● TASK TO COMPLETE: Copy the records. Keep every line exactly as it is.
== Segment start ==
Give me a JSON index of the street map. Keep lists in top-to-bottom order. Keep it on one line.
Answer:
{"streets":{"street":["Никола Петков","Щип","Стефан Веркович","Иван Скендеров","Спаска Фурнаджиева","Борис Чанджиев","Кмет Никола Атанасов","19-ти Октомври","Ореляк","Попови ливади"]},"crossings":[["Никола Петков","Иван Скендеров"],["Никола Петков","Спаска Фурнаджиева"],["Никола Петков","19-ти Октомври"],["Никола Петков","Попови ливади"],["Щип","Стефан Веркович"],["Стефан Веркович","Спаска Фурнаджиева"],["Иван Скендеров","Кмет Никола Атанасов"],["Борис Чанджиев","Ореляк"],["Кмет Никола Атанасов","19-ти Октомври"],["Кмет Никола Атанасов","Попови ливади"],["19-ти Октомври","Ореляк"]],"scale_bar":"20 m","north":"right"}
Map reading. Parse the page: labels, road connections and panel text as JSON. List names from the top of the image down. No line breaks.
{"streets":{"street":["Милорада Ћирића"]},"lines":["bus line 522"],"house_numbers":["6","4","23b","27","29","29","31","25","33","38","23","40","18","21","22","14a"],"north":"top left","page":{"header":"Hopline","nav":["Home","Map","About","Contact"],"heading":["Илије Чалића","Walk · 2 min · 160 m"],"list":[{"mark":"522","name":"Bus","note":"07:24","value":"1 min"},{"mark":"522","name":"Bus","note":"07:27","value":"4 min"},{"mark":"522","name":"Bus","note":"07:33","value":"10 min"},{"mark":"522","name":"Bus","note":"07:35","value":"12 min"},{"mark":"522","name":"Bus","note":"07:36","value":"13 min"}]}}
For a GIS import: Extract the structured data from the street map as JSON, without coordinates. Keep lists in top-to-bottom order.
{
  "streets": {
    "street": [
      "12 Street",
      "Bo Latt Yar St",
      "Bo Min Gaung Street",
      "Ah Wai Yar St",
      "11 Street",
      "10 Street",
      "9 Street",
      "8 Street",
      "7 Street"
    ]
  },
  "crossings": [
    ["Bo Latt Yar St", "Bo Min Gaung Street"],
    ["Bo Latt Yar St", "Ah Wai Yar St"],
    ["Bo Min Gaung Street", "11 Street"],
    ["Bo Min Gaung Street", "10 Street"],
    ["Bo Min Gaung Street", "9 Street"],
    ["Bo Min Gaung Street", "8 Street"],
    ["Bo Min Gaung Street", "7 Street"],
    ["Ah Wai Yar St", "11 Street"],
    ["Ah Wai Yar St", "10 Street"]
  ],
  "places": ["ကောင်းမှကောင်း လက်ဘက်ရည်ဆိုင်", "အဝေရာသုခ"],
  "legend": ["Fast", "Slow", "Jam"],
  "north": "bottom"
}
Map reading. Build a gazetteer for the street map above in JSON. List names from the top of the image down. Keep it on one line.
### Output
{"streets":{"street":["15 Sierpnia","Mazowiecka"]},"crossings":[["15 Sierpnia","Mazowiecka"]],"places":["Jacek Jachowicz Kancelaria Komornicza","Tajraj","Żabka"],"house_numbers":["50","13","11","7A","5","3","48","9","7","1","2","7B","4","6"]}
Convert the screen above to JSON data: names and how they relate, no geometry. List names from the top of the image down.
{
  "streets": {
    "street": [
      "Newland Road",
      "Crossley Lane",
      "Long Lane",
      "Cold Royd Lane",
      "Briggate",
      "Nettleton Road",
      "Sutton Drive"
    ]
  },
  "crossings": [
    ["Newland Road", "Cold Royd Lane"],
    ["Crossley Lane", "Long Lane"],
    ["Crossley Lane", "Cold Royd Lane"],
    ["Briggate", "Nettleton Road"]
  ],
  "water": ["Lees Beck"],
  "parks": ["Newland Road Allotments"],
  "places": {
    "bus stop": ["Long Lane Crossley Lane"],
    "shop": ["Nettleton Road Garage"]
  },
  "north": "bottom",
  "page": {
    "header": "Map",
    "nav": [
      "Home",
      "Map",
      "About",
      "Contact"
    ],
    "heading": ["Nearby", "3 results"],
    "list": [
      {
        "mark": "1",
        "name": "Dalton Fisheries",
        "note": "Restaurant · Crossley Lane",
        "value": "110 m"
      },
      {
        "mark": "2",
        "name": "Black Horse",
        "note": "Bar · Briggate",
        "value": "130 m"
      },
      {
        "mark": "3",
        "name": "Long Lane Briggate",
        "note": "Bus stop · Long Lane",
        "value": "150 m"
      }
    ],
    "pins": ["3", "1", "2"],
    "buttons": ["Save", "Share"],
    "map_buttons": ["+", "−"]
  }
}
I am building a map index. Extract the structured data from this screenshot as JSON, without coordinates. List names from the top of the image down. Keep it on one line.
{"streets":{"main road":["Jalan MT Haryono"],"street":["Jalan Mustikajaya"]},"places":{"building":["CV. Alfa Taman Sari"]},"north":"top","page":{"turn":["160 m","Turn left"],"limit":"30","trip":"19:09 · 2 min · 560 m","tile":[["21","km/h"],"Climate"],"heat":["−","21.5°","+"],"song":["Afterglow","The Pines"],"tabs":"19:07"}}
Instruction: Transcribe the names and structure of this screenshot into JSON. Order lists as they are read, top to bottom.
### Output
== Segment end ==
● EXPECTED ANSWER:
Give me a JSON index of the street map. Keep lists in top-to-bottom order. Keep it on one line.
Answer:
{"streets":{"street":["Никола Петков","Щип","Стефан Веркович","Иван Скендеров","Спаска Фурнаджиева","Борис Чанджиев","Кмет Никола Атанасов","19-ти Октомври","Ореляк","Попови ливади"]},"crossings":[["Никола Петков","Иван Скендеров"],["Никола Петков","Спаска Фурнаджиева"],["Никола Петков","19-ти Октомври"],["Никола Петков","Попови ливади"],["Щип","Стефан Веркович"],["Стефан Веркович","Спаска Фурнаджиева"],["Иван Скендеров","Кмет Никола Атанасов"],["Борис Чанджиев","Ореляк"],["Кмет Никола Атанасов","19-ти Октомври"],["Кмет Никола Атанасов","Попови ливади"],["19-ти Октомври","Ореляк"]],"scale_bar":"20 m","north":"right"}
Map reading. Parse the page: labels, road connections and panel text as JSON. List names from the top of the image down. No line breaks.
{"streets":{"street":["Милорада Ћирића"]},"lines":["bus line 522"],"house_numbers":["6","4","23b","27","29","29","31","25","33","38","23","40","18","21","22","14a"],"north":"top left","page":{"header":"Hopline","nav":["Home","Map","About","Contact"],"heading":["Илије Чалића","Walk · 2 min · 160 m"],"list":[{"mark":"522","name":"Bus","note":"07:24","value":"1 min"},{"mark":"522","name":"Bus","note":"07:27","value":"4 min"},{"mark":"522","name":"Bus","note":"07:33","value":"10 min"},{"mark":"522","name":"Bus","note":"07:35","value":"12 min"},{"mark":"522","name":"Bus","note":"07:36","value":"13 min"}]}}
For a GIS import: Extract the structured data from the street map as JSON, without coordinates. Keep lists in top-to-bottom order.
{
  "streets": {
    "street": [
      "12 Street",
      "Bo Latt Yar St",
      "Bo Min Gaung Street",
      "Ah Wai Yar St",
      "11 Street",
      "10 Street",
      "9 Street",
      "8 Street",
      "7 Street"
    ]
  },
  "crossings": [
    ["Bo Latt Yar St", "Bo Min Gaung Street"],
    ["Bo Latt Yar St", "Ah Wai Yar St"],
    ["Bo Min Gaung Street", "11 Street"],
    ["Bo Min Gaung Street", "10 Street"],
    ["Bo Min Gaung Street", "9 Street"],
    ["Bo Min Gaung Street", "8 Street"],
    ["Bo Min Gaung Street", "7 Street"],
    ["Ah Wai Yar St", "11 Street"],
    ["Ah Wai Yar St", "10 Street"]
  ],
  "places": ["ကောင်းမှကောင်း လက်ဘက်ရည်ဆိုင်", "အဝေရာသုခ"],
  "legend": ["Fast", "Slow", "Jam"],
  "north": "bottom"
}
Map reading. Build a gazetteer for the street map above in JSON. List names from the top of the image down. Keep it on one line.
### Output
{"streets":{"street":["15 Sierpnia","Mazowiecka"]},"crossings":[["15 Sierpnia","Mazowiecka"]],"places":["Jacek Jachowicz Kancelaria Komornicza","Tajraj","Żabka"],"house_numbers":["50","13","11","7A","5","3","48","9","7","1","2","7B","4","6"]}
Convert the screen above to JSON data: names and how they relate, no geometry. List names from the top of the image down.
{
  "streets": {
    "street": [
      "Newland Road",
      "Crossley Lane",
      "Long Lane",
      "Cold Royd Lane",
      "Briggate",
      "Nettleton Road",
      "Sutton Drive"
    ]
  },
  "crossings": [
    ["Newland Road", "Cold Royd Lane"],
    ["Crossley Lane", "Long Lane"],
    ["Crossley Lane", "Cold Royd Lane"],
    ["Briggate", "Nettleton Road"]
  ],
  "water": ["Lees Beck"],
  "parks": ["Newland Road Allotments"],
  "places": {
    "bus stop": ["Long Lane Crossley Lane"],
    "shop": ["Nettleton Road Garage"]
  },
  "north": "bottom",
  "page": {
    "header": "Map",
    "nav": [
      "Home",
      "Map",
      "About",
      "Contact"
    ],
    "heading": ["Nearby", "3 results"],
    "list": [
      {
        "mark": "1",
        "name": "Dalton Fisheries",
        "note": "Restaurant · Crossley Lane",
        "value": "110 m"
      },
      {
        "mark": "2",
        "name": "Black Horse",
        "note": "Bar · Briggate",
        "value": "130 m"
      },
      {
        "mark": "3",
        "name": "Long Lane Briggate",
        "note": "Bus stop · Long Lane",
        "value": "150 m"
      }
    ],
    "pins": ["3", "1", "2"],
    "buttons": ["Save", "Share"],
    "map_buttons": ["+", "−"]
  }
}
I am building a map index. Extract the structured data from this screenshot as JSON, without coordinates. List names from the top of the image down. Keep it on one line.
{"streets":{"main road":["Jalan MT Haryono"],"street":["Jalan Mustikajaya"]},"places":{"building":["CV. Alfa Taman Sari"]},"north":"top","page":{"turn":["160 m","Turn left"],"limit":"30","trip":"19:09 · 2 min · 560 m","tile":[["21","km/h"],"Climate"],"heat":["−","21.5°","+"],"song":["Afterglow","The Pines"],"tabs":"19:07"}}
Instruction: Transcribe the names and structure of this screenshot into JSON. Order lists as they are read, top to bottom.
### Output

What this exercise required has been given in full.